Fuga da Saigon, solo i politici suonano i violini

Ecco un’immagine mentale efficace: l’Italia come Saigon appena prima della fuga degli americani. Tutti arraffavano quello che potevano e si scannavano per un posto negli elicotteri.
La fuga inizialmente era ordinata, i fuggiaschi avevano il tempo di imballare il bottino. Continuavano a partecipare a feste e ricevimenti come se tutto fosse normale, ma poi a mano a mano che i vietcong si avvicinavano e la situazione diventava insostenibile, la fuga si faceva caotica. Però nessuno voleva rinunciare a niente. I vietcong chi sono in questo paese?

Francesco Degni

I vietcong sono l’esercito della disillusione, della rabbia, della protesta.
L’esercito che non comprende l’atteggiamento incomprensibile della politica.
Che è in fuga non da Saigon, ma dalla realtà.
La politica che da sotto le macerie fumanti di questo disastroso epilogo della Seconda Repubblica tira fuori roba come il presidenzialismo, gli euro da stampare in proprio, le liste di partito da camuffare con le vesti di liste civiche, i regolamenti di conti interni, i recinti da aprire o chiudere per le primarie.
I destini del Paese rimangono secondari.
Neppure l’ultimo avvertimento, arrivato dalle elezioni amministrative, ha cambiato gli umori, il clima, le decisioni.
Doveva esserci, all’ombra del governo tecnico di Monti, un riformismo istituzionale efficace, concreto, proiettato nel futuro: un anno di tempo al professore per avviare il risanamento dei conti, poi via alla terza Repubblica con partiti rigenerati e pronti a riconquistare il loro fondamentale ruolo nella democrazia.
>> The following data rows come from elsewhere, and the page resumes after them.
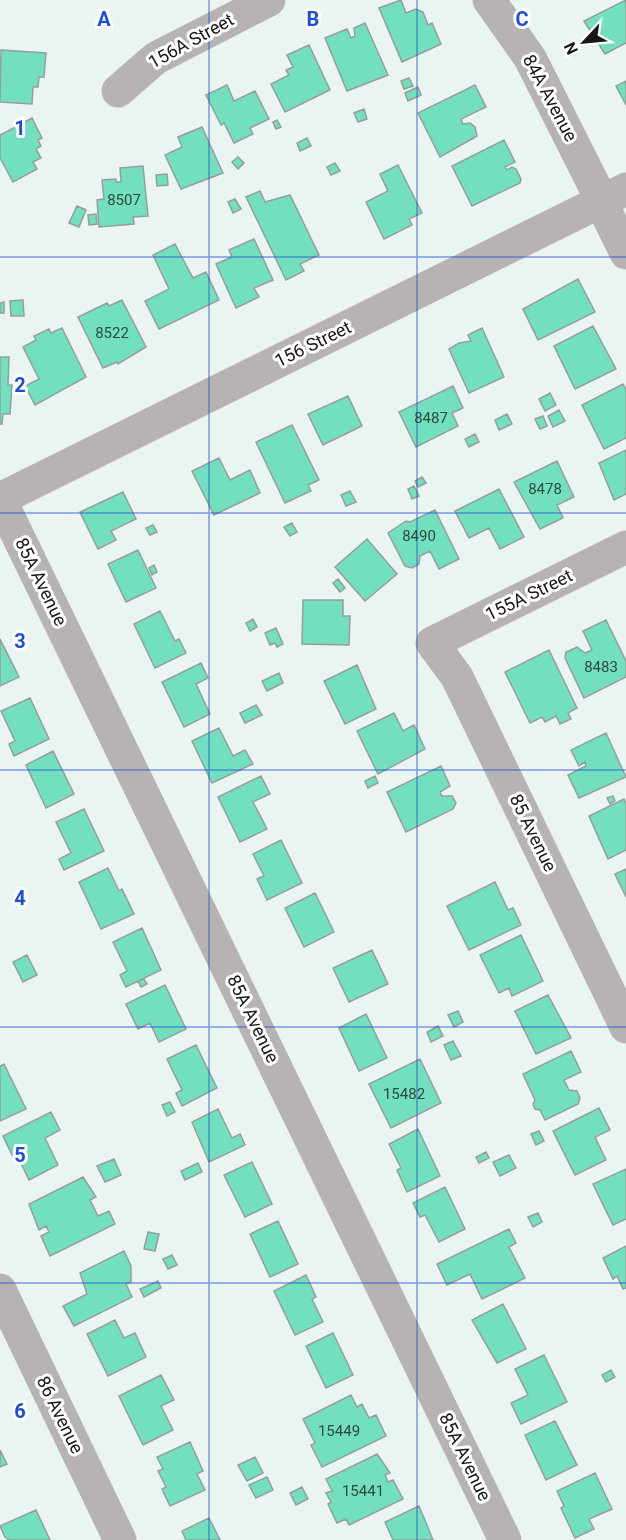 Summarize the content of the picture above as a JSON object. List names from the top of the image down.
{
  "streets": {
    "street": [
      "156A Street",
      "84A Avenue",
      "156 Street",
      "85A Avenue",
      "155A Street",
      "85 Avenue",
      "86 Avenue"
    ]
  },
  "crossings": [
    ["84A Avenue", "156 Street"],
    ["156 Street", "85A Avenue"],
    ["155A Street", "85 Avenue"]
  ],
  "house_numbers": [
    "8507",
    "8522",
    "8487",
    "8478",
    "8490",
    "8483",
    "15482",
    "15449",
    "15441"
  ],
  "north": "bottom left",
  "grid": {
    "columns": ["A", "B", "C"],
    "rows": [
      "1",
      "2",
      "3",
      "4",
      "5",
      "6"
    ]
  }
}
Nulla di tutto questo.
Anzi, avanti come al solito.
Per esempio a difendere i parlamentari dalle inchieste giudiziarie o a procedere a spartizioni di nomine in importanti enti di controllo, naturalmente bene guardandosi dal prendere in considerazioni le referenze inviate da alcuni titolati competitori al ruolo.
Guai a rinunziare a qualcosa, guai a fare autocritica, guai a leggere Saigon sul cartello indicatore di Roma.